Title: Inventing Algorithms via Deep Learning
Abstract: Deep learning is
a part of daily life, owing to its successes in computer vision and natural
language processing.
In these
applications, the success of the model-free deep learning approach
can be attributed to a lack of (mathematical)
generative
model. In yet other applications, the data is generated by a simple
model and performance criterion
mathematically
precise and training/test samples infinitely abundant, but the space of
algorithmic choices is
enormous (example:
chess). Deep learning has recently shown strong promise in these
problems too (example: alphazero).
In this talk, we
study two canonical problems of great scientific and
engineering interest through the lens of deep learning.

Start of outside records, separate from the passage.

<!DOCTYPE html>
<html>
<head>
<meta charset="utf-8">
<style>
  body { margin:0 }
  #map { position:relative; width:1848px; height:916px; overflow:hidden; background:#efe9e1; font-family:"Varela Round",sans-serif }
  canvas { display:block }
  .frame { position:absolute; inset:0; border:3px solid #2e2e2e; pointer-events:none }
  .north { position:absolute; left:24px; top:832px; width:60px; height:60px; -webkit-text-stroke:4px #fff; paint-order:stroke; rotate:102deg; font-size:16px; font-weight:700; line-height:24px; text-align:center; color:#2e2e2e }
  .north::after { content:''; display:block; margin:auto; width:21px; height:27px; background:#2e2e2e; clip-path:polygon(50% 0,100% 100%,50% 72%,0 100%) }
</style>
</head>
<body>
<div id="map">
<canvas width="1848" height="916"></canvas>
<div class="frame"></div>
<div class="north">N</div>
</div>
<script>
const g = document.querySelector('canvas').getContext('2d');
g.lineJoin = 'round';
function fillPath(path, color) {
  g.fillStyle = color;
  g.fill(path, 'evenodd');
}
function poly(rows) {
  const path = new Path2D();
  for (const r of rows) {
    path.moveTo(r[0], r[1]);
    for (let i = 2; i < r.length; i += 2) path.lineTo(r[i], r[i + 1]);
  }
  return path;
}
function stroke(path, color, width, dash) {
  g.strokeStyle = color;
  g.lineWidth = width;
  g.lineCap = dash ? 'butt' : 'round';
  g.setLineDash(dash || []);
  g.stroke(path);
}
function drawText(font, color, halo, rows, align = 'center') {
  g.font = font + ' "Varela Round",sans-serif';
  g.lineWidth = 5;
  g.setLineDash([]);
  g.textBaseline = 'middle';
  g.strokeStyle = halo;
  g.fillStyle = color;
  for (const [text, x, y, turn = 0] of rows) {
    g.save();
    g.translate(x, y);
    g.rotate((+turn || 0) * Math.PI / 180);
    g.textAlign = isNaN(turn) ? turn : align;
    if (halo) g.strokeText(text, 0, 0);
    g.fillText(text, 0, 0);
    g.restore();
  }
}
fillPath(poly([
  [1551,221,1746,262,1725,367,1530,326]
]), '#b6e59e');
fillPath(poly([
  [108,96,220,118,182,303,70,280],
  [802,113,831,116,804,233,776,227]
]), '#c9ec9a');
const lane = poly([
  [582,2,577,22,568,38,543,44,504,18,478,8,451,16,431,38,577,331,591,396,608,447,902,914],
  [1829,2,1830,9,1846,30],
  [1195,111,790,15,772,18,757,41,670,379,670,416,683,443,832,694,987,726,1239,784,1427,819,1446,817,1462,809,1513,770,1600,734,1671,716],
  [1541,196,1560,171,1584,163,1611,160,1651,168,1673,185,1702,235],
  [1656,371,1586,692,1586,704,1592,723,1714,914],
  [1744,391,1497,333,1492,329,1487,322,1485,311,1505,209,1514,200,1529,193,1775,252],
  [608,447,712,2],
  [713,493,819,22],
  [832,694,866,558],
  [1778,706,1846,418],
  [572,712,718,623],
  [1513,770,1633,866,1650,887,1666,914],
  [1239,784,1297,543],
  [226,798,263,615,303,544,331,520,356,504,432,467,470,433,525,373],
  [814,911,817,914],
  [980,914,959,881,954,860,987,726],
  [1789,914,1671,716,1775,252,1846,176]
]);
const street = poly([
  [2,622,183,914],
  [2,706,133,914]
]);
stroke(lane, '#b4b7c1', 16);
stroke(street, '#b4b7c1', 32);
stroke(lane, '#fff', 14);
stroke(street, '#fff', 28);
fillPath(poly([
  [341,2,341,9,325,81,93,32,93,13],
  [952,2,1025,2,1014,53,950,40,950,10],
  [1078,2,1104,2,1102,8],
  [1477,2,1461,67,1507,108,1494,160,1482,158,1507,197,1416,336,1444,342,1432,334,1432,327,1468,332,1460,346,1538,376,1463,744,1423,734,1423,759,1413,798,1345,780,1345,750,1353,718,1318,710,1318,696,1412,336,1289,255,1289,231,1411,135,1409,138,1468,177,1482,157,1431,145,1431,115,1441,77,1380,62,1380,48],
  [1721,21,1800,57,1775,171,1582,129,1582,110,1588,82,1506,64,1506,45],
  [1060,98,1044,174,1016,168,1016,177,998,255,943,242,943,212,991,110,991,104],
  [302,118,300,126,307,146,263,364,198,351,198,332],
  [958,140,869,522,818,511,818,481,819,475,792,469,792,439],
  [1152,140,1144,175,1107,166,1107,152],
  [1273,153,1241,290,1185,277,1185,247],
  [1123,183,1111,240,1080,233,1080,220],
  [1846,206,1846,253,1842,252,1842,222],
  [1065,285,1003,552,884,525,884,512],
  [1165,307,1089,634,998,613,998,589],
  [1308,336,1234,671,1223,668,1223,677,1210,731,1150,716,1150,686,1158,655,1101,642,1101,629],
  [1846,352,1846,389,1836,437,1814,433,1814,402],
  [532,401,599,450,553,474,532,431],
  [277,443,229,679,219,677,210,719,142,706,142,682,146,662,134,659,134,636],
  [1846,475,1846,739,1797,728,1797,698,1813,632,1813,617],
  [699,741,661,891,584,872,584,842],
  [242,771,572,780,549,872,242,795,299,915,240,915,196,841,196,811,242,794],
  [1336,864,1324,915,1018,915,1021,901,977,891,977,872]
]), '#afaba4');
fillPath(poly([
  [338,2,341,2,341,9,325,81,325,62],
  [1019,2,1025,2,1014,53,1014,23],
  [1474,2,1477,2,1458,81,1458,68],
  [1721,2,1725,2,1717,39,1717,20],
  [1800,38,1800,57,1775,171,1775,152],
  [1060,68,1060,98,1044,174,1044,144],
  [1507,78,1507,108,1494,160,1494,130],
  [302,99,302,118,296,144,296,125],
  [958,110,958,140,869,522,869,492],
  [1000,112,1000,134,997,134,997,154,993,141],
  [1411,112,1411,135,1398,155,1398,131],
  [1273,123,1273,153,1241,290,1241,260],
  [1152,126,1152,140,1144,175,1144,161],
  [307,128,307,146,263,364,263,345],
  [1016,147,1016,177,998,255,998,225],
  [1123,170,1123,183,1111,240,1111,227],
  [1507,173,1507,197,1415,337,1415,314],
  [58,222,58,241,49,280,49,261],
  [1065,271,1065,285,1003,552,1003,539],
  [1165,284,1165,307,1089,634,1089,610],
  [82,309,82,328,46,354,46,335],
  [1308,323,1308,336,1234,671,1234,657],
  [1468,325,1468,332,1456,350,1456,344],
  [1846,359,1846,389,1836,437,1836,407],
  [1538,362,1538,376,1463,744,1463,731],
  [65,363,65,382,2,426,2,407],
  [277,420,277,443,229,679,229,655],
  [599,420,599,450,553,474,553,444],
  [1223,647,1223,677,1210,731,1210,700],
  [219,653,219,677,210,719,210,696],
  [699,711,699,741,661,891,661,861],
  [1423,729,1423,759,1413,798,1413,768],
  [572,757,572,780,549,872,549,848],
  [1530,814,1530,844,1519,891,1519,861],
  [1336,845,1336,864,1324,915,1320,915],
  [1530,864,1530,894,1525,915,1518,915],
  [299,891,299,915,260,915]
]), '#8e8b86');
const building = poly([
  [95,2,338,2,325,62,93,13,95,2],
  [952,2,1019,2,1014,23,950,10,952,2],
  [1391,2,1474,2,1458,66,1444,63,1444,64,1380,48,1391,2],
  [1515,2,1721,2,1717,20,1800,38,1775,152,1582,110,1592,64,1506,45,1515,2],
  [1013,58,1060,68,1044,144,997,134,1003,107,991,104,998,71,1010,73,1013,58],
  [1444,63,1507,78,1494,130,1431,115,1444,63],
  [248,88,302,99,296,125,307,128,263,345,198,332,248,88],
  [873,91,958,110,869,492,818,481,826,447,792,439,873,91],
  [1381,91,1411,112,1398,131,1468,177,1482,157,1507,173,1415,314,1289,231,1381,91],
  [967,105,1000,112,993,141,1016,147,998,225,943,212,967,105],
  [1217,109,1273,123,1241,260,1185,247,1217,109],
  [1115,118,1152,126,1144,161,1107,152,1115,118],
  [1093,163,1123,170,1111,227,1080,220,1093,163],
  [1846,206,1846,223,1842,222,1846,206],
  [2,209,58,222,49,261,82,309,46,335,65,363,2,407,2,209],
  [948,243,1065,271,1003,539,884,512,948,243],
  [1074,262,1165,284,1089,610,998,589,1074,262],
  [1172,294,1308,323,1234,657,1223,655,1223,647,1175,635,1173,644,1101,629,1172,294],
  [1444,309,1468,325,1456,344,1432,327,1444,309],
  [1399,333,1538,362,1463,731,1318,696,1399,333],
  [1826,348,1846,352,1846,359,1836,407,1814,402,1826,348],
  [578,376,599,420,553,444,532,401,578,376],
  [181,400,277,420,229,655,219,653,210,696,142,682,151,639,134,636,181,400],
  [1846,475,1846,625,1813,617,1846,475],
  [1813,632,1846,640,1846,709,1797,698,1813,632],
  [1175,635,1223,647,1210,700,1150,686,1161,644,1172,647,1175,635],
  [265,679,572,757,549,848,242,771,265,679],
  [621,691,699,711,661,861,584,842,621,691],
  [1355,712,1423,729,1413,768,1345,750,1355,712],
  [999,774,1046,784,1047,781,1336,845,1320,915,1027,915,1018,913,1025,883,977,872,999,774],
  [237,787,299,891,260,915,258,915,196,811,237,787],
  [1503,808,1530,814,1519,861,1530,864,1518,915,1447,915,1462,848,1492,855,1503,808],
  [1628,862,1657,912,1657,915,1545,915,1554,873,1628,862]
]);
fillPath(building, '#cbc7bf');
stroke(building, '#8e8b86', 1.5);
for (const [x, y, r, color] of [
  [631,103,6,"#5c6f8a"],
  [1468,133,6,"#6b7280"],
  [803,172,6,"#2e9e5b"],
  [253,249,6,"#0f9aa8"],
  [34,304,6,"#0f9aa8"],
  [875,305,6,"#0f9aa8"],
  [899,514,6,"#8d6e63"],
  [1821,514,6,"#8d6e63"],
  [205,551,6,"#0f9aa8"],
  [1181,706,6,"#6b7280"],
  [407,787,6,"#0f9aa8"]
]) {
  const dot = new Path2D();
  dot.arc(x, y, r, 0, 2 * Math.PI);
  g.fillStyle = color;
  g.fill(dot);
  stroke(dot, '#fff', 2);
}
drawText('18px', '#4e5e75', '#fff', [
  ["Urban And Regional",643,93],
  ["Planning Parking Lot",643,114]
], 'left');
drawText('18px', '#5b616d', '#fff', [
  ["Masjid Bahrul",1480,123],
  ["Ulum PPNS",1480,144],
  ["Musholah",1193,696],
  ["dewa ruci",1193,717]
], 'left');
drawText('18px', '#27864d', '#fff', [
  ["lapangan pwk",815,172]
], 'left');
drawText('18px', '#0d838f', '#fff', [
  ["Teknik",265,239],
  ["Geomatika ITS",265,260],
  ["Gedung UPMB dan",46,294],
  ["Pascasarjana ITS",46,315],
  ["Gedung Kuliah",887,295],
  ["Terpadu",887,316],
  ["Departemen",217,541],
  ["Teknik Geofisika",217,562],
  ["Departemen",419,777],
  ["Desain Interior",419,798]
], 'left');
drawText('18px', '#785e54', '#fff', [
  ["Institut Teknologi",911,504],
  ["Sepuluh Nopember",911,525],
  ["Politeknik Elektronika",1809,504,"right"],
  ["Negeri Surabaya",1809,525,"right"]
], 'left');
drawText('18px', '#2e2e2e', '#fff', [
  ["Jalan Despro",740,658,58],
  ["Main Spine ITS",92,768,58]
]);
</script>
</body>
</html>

The first is reliable communication over noisy media where we
successfully revisit classical open problems in
information
theory; we show that creatively trained and architected neural networks can
beat state of the art
on the AWGN
channel with noisy feedback by a 100 fold improvement
in bit error rate.
The second is
optimization and classification problems on graphs, where the key algorithmic
challenge is scalable
performance to
arbitrary sized graphs. Representing graphs as randomized nonlinear dynamical
systems via
recurrent neural
networks, we show that creative adversarial training allows one to train on
small size graphs
and test on much
larger sized graphs (100~1000x) with approximation ratios that rival state of
the art
on a variety of
optimization problems across the complexity theoretic hardness spectrum.
Apart
from the obvious practical value, this study of mathematically precise problems
sheds light on
the
mysteries of deep learning methods: training example choices,
architectural design decisions and
loss
function/learning methodologies. Our (mostly) empirical research is
conducted under the backdrop of
a
theoretical research program of understanding gated neural networks (eg: attention networks, GRU, LSTM); we show the first
provably (globally) consistent algorithms to recover the parameters of a
classical
gated neural network architecture: mixture of experts (MoE).